*** Begin section ***

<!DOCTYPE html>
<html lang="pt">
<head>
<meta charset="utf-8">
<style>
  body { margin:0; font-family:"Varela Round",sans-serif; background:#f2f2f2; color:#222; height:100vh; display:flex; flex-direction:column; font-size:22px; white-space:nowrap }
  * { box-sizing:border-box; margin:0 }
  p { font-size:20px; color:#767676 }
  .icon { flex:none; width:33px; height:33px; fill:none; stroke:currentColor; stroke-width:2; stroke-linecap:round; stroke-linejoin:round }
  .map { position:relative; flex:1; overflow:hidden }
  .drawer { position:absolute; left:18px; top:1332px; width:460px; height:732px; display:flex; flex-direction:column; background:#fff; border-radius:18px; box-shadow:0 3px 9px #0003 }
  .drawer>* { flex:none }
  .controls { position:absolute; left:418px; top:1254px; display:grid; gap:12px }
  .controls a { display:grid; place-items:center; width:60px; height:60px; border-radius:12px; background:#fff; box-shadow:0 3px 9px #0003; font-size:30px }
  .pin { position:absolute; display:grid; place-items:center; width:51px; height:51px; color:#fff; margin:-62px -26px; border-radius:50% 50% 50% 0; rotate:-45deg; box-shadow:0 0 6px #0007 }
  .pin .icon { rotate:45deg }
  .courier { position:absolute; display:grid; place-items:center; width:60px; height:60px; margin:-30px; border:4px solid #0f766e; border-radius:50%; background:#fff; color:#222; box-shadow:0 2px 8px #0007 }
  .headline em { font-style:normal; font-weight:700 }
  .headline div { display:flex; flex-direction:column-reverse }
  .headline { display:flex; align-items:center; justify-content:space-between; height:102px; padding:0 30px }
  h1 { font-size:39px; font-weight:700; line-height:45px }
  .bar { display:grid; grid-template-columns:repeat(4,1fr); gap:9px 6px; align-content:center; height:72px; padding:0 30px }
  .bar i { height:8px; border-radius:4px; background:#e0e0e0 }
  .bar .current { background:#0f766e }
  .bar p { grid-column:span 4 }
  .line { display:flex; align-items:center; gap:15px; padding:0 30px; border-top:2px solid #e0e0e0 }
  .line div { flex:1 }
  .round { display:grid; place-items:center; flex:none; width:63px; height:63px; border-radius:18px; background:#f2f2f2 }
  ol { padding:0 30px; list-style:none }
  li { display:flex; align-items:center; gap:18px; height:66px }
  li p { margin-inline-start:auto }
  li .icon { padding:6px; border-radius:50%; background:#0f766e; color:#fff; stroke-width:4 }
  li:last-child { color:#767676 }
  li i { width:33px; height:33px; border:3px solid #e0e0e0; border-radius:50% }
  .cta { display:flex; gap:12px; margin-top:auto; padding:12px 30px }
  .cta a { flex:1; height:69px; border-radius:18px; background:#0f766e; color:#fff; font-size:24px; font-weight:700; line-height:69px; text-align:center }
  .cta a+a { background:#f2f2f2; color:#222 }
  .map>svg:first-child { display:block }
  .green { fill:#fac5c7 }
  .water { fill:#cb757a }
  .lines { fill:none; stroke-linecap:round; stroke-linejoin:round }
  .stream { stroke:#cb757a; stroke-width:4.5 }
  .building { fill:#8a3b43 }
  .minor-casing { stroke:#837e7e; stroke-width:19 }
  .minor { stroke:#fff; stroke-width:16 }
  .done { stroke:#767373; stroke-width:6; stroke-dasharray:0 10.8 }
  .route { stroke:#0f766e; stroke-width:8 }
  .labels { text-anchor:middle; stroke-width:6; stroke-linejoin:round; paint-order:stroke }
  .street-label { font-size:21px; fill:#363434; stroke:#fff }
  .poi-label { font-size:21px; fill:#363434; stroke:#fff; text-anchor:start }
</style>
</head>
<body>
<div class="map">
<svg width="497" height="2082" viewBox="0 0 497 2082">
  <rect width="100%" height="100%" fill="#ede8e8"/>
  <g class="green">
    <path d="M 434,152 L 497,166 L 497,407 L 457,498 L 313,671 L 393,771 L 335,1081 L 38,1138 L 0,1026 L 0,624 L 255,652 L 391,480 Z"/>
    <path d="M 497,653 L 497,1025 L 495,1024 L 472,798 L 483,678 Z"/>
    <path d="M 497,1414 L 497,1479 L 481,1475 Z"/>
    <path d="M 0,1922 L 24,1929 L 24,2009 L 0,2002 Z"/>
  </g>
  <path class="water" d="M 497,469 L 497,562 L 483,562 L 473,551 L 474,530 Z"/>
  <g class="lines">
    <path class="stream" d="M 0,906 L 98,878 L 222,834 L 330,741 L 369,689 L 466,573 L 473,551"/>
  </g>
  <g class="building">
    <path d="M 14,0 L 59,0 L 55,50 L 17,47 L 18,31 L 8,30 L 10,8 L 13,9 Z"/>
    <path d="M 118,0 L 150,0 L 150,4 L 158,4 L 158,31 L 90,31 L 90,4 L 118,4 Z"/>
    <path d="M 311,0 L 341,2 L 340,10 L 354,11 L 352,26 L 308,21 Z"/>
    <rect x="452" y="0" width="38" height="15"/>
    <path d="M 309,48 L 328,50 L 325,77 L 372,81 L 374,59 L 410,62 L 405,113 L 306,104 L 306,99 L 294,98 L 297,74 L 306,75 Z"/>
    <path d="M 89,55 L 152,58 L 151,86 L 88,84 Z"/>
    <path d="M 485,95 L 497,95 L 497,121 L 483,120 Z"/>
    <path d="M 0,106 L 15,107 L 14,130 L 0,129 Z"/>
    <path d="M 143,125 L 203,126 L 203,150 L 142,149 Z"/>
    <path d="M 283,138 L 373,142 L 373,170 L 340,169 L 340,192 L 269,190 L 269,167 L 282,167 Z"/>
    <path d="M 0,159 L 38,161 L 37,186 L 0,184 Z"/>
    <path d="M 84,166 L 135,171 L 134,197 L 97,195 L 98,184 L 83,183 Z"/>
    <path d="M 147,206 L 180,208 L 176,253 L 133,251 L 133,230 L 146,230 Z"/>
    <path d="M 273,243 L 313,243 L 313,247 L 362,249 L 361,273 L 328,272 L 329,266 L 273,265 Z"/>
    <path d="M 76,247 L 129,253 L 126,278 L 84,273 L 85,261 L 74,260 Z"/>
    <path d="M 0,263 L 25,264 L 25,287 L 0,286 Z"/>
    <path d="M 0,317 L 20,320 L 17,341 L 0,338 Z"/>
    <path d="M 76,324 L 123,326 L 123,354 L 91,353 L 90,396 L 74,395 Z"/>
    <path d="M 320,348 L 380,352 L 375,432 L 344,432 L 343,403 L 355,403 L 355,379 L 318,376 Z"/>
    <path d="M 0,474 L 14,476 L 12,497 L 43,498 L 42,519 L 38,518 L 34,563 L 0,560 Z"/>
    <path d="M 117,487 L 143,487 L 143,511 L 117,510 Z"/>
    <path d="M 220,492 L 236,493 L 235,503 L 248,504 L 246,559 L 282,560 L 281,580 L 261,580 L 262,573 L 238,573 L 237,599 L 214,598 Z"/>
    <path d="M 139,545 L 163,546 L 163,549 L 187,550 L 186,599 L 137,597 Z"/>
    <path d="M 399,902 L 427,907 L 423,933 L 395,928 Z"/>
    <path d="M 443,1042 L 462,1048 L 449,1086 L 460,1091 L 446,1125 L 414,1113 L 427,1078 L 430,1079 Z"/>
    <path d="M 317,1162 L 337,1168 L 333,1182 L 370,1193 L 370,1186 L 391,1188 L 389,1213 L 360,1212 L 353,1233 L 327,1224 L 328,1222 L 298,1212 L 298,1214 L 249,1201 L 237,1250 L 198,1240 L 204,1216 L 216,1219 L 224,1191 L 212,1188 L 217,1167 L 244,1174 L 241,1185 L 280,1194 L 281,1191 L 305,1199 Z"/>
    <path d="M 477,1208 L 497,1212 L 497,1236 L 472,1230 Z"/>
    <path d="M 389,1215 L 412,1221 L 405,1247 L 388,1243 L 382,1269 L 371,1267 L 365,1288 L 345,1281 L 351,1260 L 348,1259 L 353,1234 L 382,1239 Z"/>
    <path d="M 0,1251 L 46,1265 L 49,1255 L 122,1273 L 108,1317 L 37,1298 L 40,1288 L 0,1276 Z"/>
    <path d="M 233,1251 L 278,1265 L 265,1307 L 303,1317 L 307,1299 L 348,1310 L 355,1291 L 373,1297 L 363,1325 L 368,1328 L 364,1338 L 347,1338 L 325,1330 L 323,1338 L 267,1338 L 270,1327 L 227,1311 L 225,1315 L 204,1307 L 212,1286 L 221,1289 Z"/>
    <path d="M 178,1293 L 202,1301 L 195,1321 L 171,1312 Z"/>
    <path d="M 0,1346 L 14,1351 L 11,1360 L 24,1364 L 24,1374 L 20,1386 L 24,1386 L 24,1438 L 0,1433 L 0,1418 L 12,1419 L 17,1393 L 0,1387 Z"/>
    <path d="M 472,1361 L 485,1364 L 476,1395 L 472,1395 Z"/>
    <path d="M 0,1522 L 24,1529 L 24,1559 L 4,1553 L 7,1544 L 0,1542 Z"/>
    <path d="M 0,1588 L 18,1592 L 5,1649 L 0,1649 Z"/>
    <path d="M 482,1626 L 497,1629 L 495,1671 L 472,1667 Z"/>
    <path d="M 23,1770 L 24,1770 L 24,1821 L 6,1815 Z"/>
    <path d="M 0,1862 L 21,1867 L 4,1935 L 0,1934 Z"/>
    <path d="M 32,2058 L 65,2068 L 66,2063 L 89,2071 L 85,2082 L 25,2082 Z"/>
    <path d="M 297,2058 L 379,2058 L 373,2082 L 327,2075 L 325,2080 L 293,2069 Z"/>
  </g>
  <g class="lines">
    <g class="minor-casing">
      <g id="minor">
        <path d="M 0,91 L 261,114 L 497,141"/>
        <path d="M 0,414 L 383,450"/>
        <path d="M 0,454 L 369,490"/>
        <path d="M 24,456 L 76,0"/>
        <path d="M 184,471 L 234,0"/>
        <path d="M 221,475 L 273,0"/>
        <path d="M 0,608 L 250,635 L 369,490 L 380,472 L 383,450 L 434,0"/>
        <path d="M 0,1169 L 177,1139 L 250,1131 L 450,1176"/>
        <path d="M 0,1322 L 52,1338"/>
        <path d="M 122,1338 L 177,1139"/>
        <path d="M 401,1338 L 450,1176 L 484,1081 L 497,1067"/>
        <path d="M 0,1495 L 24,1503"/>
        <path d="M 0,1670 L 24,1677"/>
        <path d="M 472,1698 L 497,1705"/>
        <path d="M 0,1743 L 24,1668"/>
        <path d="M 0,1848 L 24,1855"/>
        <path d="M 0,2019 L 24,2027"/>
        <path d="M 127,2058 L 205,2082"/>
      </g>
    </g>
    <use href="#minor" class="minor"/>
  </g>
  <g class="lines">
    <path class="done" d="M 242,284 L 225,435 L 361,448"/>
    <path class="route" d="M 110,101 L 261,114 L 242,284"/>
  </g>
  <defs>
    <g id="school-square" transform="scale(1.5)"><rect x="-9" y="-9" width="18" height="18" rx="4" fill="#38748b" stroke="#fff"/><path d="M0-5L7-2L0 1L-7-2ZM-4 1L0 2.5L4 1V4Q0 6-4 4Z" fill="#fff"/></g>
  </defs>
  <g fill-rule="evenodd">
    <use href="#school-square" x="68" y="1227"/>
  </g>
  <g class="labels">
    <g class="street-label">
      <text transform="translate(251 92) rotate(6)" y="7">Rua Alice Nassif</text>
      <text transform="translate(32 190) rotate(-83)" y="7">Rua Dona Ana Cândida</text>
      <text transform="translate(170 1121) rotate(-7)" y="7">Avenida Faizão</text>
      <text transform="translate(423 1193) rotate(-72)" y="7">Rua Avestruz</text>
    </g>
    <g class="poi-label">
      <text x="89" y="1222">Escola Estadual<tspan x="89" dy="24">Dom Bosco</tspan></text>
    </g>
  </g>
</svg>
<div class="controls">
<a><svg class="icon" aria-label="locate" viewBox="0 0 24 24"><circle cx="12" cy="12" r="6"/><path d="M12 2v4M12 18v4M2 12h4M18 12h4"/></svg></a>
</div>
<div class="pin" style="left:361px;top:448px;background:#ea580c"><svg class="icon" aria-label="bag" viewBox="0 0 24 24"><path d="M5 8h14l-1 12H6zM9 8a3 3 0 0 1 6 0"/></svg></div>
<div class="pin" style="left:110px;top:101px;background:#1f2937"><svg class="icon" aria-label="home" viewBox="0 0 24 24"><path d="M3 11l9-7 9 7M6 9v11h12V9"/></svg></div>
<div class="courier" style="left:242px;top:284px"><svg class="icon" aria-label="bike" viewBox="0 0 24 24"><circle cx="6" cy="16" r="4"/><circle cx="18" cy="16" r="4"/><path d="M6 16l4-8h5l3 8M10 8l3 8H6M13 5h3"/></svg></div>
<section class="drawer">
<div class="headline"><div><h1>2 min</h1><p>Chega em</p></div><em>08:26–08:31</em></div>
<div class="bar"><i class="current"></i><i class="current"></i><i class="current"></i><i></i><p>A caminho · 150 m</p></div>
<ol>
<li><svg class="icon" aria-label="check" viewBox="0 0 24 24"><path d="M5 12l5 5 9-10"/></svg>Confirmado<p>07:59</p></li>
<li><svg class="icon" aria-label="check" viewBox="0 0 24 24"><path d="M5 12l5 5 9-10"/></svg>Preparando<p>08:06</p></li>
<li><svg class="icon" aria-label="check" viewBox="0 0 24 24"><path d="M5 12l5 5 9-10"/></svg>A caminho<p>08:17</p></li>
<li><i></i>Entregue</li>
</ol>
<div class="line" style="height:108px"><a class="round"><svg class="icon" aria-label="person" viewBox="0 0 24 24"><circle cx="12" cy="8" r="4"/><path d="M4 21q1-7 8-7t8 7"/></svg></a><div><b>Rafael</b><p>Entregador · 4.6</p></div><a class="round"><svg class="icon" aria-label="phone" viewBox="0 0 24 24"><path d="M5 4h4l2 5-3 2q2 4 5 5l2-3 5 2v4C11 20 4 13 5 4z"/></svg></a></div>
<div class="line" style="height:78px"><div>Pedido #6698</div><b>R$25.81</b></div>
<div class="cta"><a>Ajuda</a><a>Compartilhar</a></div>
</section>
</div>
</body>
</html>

*** End section ***

PROBLEM DESCRIPTION
Each line in the data that holds the word "school" must be copied.

PROBLEM SOLUTION
    <g id="school-square" transform="scale(1.5)"><rect x="-9" y="-9" width="18" height="18" rx="4" fill="#38748b" stroke="#fff"/><path d="M0-5L7-2L0 1L-7-2ZM-4 1L0 2.5L4 1V4Q0 6-4 4Z" fill="#fff"/></g>
    <use href="#school-square" x="68" y="1227"/>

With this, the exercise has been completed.